The task:
In the data below, how many lines contain the string "canvas"? Reply with the number only.

##### Data to examine

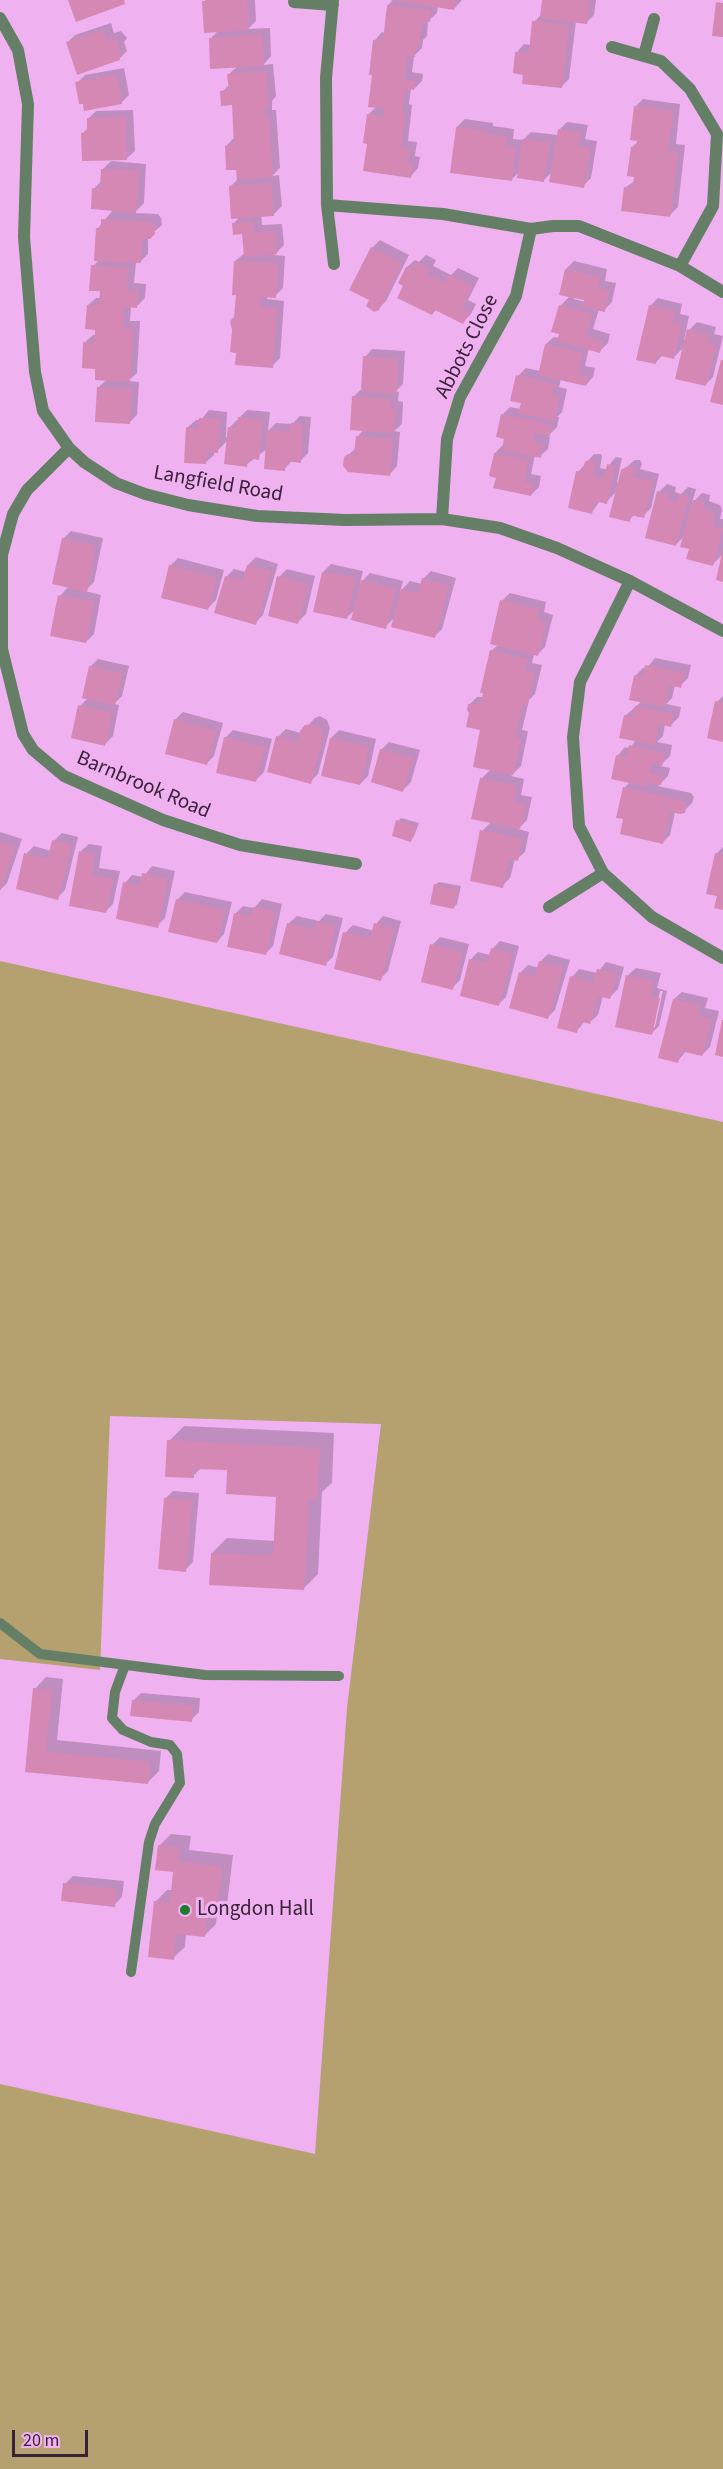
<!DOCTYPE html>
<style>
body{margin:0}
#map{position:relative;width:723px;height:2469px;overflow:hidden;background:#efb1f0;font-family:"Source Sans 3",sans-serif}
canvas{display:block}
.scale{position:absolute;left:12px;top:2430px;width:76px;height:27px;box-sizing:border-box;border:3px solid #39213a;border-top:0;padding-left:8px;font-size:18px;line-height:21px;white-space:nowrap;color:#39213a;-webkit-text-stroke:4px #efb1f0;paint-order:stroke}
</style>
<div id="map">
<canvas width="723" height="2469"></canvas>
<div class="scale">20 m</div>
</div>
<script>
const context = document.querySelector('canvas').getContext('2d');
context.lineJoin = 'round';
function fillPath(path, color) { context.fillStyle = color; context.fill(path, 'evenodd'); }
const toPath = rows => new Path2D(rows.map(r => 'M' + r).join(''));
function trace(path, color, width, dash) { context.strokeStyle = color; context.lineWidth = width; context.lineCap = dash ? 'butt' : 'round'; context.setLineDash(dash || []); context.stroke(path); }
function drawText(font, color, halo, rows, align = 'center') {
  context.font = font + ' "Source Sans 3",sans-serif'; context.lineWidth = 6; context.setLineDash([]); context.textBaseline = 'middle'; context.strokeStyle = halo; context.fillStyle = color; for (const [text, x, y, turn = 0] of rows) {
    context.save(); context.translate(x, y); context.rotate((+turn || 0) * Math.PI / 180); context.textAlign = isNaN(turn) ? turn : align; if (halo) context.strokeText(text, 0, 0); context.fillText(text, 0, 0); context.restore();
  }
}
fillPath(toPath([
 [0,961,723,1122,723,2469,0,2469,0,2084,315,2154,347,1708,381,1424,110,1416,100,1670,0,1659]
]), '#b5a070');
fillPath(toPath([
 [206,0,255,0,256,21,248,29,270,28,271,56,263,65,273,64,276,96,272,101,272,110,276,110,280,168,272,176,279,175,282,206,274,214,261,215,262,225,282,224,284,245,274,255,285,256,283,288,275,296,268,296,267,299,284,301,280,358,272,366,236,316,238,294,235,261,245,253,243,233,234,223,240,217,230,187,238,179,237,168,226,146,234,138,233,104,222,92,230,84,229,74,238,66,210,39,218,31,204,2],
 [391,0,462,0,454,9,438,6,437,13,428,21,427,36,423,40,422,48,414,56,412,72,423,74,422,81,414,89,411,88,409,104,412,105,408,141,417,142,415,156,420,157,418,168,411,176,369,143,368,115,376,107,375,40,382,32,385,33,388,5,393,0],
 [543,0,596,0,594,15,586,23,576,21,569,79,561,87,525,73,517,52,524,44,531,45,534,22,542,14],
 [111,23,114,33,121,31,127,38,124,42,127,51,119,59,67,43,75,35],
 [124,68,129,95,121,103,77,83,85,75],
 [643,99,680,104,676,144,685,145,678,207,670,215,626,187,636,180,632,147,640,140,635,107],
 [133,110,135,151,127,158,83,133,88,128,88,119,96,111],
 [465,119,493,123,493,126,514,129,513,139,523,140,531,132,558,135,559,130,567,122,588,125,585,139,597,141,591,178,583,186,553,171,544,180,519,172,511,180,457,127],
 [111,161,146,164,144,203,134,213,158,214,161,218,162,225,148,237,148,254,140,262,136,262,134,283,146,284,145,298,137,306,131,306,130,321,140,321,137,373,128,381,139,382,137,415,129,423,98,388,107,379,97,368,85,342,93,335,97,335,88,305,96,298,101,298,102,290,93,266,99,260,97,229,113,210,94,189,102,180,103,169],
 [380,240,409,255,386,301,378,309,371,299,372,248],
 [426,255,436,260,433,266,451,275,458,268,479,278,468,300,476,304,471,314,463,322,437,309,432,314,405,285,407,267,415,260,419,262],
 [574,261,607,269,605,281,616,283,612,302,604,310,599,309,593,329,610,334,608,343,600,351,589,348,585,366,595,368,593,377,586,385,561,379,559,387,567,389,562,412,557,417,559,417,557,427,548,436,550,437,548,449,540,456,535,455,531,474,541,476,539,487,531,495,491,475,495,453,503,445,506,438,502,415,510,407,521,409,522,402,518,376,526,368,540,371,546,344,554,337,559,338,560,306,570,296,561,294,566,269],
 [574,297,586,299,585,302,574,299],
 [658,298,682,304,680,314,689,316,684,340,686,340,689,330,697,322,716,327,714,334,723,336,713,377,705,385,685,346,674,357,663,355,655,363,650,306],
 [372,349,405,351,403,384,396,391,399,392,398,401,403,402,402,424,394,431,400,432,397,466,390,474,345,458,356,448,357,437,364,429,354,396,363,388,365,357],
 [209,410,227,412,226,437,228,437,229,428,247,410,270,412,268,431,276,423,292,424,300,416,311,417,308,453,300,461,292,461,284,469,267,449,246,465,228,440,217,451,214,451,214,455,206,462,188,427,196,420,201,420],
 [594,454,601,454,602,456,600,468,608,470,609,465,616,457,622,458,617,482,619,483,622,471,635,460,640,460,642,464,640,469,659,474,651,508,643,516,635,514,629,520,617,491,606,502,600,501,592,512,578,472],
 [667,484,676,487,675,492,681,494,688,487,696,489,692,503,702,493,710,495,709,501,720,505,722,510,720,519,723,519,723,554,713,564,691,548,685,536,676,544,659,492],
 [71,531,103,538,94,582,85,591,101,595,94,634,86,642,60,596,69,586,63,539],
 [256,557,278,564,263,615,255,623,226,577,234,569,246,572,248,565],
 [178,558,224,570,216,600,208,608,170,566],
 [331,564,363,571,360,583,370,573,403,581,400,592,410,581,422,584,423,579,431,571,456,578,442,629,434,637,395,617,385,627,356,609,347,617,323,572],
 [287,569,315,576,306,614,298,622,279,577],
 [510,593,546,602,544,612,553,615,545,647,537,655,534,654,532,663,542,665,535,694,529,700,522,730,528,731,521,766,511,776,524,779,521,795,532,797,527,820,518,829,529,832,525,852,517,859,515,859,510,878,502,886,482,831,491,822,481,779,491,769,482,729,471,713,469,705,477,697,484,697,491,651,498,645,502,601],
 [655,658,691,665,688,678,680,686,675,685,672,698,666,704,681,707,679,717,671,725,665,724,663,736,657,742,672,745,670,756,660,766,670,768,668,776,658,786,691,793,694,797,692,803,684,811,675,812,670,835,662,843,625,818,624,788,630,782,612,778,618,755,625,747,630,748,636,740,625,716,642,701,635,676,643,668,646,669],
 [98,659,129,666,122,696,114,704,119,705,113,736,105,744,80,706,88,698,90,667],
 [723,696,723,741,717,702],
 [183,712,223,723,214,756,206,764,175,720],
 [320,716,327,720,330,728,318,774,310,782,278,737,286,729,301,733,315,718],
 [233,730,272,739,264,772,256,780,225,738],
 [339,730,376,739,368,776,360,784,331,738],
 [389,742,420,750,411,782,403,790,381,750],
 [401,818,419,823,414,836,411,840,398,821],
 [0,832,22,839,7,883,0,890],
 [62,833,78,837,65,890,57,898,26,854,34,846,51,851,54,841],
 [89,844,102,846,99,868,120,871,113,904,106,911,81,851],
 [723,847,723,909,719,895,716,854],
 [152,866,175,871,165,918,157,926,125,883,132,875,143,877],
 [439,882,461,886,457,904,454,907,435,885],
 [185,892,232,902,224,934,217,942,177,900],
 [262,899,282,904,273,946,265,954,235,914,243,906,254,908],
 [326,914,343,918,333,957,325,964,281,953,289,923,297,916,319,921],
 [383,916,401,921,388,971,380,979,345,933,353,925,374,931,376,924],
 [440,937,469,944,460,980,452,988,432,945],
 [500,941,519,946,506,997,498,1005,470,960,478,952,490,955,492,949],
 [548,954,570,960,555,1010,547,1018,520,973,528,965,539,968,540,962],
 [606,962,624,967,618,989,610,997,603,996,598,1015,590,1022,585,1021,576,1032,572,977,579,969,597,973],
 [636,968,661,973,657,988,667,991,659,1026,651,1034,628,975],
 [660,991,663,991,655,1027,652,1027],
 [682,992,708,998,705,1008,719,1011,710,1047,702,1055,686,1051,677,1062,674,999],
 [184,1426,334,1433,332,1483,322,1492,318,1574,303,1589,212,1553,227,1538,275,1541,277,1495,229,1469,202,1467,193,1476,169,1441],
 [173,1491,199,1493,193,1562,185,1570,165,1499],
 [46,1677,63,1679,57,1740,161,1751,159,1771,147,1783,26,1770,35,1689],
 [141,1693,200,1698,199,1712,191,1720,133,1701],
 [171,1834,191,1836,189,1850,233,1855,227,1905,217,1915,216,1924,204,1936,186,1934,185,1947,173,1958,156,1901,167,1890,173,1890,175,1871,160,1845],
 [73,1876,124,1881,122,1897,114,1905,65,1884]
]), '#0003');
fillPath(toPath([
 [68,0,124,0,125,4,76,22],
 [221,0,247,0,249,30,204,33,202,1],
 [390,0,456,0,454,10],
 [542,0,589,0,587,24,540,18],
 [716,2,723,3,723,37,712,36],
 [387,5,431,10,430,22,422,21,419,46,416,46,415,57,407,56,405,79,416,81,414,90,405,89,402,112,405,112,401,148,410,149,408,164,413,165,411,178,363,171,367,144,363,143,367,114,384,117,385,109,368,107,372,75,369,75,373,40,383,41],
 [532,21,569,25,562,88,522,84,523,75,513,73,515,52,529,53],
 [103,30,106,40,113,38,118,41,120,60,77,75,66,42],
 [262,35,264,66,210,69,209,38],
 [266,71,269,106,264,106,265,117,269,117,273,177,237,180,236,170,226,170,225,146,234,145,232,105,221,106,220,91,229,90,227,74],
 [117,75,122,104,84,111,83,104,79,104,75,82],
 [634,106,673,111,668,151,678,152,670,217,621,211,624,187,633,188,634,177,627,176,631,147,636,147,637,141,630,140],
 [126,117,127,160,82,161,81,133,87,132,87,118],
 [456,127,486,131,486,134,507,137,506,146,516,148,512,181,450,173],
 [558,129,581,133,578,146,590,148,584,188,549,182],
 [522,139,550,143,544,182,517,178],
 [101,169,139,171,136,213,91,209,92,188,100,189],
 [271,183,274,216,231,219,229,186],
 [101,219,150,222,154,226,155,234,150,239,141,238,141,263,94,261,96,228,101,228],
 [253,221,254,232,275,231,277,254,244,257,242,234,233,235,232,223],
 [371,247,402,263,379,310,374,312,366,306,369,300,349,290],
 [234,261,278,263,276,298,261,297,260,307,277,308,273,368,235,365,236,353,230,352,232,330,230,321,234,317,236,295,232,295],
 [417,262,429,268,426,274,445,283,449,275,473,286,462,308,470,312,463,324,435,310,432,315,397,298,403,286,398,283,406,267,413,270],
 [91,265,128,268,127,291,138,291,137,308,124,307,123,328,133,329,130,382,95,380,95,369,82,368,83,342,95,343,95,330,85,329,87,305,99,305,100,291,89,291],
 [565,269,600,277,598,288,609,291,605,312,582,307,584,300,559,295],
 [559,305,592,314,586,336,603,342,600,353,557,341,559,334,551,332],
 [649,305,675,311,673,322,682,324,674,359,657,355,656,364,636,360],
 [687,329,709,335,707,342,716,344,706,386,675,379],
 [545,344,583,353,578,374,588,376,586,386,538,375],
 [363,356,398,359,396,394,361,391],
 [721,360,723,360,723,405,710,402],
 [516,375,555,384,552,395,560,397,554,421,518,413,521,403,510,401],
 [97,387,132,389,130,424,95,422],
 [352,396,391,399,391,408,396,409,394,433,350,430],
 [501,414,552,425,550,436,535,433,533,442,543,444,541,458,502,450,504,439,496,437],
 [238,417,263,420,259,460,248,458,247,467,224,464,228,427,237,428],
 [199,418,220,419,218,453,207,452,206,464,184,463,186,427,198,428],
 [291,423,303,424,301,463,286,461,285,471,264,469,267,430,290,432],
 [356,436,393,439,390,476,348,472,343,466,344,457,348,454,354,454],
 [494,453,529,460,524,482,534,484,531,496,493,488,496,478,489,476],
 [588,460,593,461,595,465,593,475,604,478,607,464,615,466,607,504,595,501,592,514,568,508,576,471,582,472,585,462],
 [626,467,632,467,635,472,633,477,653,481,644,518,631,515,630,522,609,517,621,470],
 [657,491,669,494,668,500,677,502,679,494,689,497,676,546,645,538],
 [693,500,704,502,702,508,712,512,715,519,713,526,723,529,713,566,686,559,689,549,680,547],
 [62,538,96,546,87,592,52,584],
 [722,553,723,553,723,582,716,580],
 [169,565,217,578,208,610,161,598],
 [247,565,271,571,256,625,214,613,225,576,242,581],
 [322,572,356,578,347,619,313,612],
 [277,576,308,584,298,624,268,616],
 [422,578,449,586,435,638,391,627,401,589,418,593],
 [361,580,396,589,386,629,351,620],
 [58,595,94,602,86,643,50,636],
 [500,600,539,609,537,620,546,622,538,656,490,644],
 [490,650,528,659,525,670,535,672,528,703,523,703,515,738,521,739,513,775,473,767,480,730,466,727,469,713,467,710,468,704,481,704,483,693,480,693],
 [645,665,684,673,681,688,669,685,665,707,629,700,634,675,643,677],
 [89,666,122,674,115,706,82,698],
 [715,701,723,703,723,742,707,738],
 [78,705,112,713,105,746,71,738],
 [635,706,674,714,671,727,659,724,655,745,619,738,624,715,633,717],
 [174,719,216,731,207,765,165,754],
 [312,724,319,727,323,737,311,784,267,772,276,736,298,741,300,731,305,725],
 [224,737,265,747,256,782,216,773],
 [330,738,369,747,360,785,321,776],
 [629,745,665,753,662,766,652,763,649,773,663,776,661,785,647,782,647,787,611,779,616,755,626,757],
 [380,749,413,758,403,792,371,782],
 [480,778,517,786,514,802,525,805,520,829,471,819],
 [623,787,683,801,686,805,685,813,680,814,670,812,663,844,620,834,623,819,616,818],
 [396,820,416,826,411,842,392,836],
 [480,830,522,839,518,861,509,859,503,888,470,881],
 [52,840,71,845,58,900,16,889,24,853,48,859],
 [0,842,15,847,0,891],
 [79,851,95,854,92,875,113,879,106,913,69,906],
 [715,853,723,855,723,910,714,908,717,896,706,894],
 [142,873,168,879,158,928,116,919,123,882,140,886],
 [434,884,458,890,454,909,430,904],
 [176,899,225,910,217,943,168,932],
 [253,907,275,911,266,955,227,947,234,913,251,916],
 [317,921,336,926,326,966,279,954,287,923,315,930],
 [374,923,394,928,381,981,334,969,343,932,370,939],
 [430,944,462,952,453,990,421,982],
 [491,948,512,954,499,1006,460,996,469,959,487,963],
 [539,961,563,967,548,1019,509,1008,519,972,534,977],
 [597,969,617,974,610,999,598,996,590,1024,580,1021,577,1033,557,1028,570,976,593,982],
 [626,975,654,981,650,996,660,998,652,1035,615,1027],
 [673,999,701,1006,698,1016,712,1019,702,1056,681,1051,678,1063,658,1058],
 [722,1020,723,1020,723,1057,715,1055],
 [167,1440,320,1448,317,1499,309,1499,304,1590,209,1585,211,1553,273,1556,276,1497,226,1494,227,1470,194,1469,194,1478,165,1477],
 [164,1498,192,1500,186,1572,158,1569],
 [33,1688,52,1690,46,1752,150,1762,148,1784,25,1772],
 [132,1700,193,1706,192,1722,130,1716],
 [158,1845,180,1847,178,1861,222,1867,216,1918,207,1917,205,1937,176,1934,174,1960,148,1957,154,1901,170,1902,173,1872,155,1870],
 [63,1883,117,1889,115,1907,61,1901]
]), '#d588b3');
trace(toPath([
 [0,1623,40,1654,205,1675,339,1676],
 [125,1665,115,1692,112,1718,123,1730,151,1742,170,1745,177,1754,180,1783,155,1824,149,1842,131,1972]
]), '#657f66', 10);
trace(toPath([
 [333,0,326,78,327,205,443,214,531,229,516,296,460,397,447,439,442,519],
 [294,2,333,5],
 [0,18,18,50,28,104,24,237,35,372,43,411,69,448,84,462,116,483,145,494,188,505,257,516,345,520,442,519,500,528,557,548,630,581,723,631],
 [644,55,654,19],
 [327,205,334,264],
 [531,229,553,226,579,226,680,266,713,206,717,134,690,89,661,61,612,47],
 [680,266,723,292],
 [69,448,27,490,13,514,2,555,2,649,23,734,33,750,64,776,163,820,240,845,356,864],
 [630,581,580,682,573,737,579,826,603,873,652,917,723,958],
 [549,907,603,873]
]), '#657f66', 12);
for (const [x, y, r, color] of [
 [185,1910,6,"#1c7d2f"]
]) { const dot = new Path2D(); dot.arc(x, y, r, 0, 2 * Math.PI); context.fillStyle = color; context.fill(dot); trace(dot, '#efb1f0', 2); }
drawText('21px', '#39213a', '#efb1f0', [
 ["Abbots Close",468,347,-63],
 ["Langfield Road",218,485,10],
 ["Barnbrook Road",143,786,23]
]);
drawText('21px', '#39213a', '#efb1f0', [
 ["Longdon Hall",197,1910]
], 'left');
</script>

##########

Result of the task:
3